▶ **Problem description**:
Reproduce each record verbatim, images excluded.

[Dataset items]
┌────────
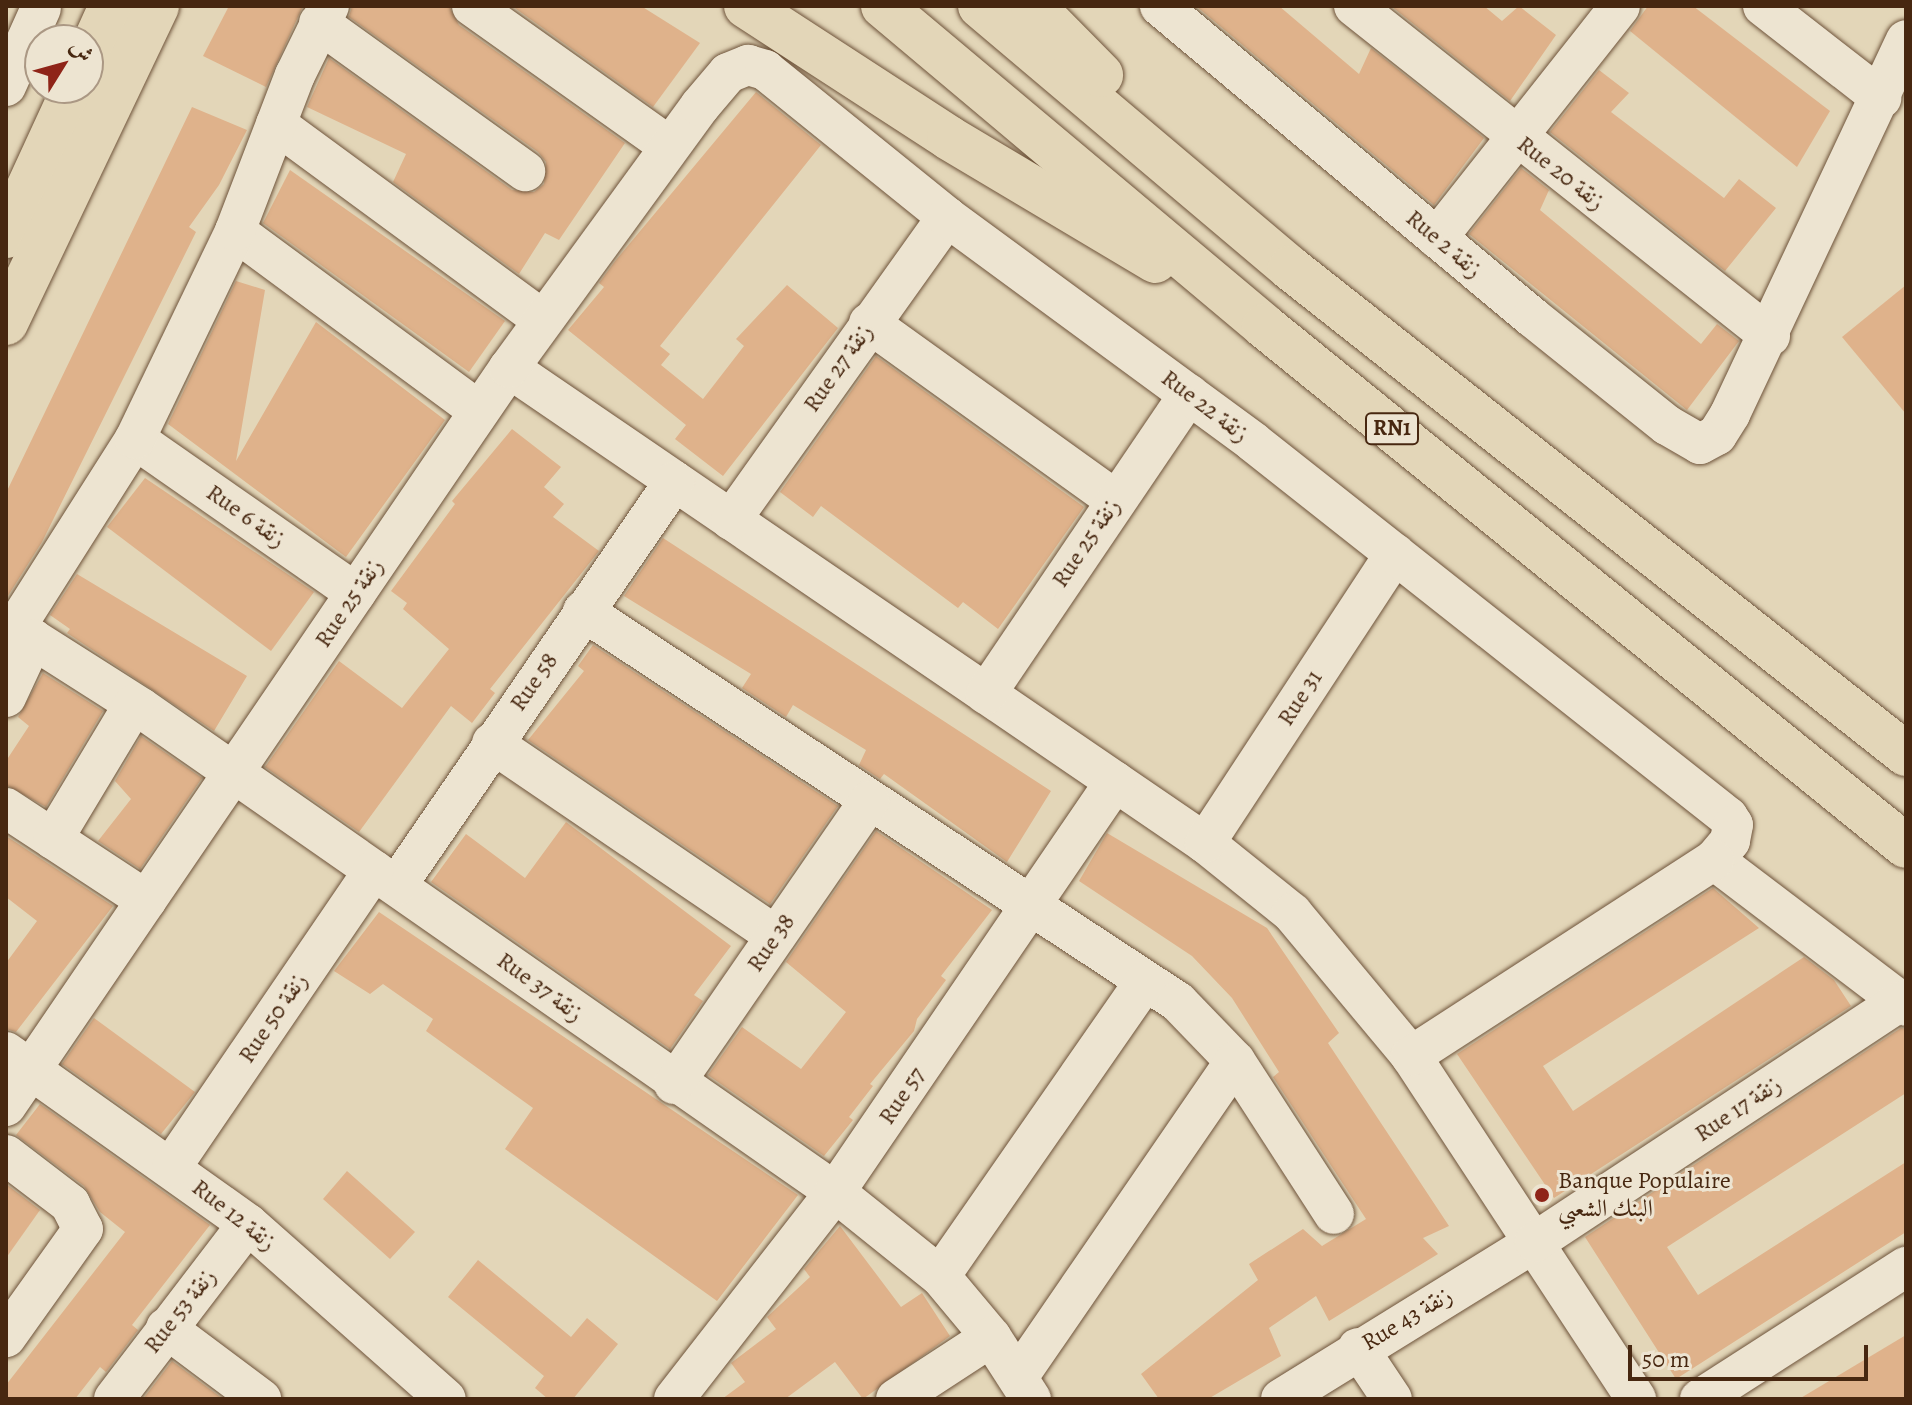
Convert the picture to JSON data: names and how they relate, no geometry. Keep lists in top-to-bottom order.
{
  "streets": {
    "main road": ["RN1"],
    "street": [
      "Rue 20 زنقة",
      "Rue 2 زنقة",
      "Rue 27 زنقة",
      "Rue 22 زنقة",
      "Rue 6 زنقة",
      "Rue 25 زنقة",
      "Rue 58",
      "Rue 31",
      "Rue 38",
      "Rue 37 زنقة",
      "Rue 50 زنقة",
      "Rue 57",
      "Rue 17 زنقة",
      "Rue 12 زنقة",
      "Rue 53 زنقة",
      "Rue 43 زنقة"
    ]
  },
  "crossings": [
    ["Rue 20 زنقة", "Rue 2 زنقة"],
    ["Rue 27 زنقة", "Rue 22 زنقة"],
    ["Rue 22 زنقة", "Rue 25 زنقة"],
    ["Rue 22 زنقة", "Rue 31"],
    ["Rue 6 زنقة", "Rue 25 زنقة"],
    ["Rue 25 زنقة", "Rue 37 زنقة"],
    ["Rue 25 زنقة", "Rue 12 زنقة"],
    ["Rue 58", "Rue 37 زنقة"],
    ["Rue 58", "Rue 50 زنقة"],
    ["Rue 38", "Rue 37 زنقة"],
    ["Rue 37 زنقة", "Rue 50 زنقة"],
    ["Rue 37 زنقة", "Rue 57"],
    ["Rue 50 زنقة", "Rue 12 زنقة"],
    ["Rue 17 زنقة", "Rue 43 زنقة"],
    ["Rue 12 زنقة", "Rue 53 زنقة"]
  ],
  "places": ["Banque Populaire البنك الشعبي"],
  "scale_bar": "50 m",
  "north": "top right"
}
└────────
▶ **Result for this exercise**:
Convert the picture to JSON data: names and how they relate, no geometry. Keep lists in top-to-bottom order.
{
  "streets": {
    "main road": ["RN1"],
    "street": [
      "Rue 20 زنقة",
      "Rue 2 زنقة",
      "Rue 27 زنقة",
      "Rue 22 زنقة",
      "Rue 6 زنقة",
      "Rue 25 زنقة",
      "Rue 58",
      "Rue 31",
      "Rue 38",
      "Rue 37 زنقة",
      "Rue 50 زنقة",
      "Rue 57",
      "Rue 17 زنقة",
      "Rue 12 زنقة",
      "Rue 53 زنقة",
      "Rue 43 زنقة"
    ]
  },
  "crossings": [
    ["Rue 20 زنقة", "Rue 2 زنقة"],
    ["Rue 27 زنقة", "Rue 22 زنقة"],
    ["Rue 22 زنقة", "Rue 25 زنقة"],
    ["Rue 22 زنقة", "Rue 31"],
    ["Rue 6 زنقة", "Rue 25 زنقة"],
    ["Rue 25 زنقة", "Rue 37 زنقة"],
    ["Rue 25 زنقة", "Rue 12 زنقة"],
    ["Rue 58", "Rue 37 زنقة"],
    ["Rue 58", "Rue 50 زنقة"],
    ["Rue 38", "Rue 37 زنقة"],
    ["Rue 37 زنقة", "Rue 50 زنقة"],
    ["Rue 37 زنقة", "Rue 57"],
    ["Rue 50 زنقة", "Rue 12 زنقة"],
    ["Rue 17 زنقة", "Rue 43 زنقة"],
    ["Rue 12 زنقة", "Rue 53 زنقة"]
  ],
  "places": ["Banque Populaire البنك الشعبي"],
  "scale_bar": "50 m",
  "north": "top right"
}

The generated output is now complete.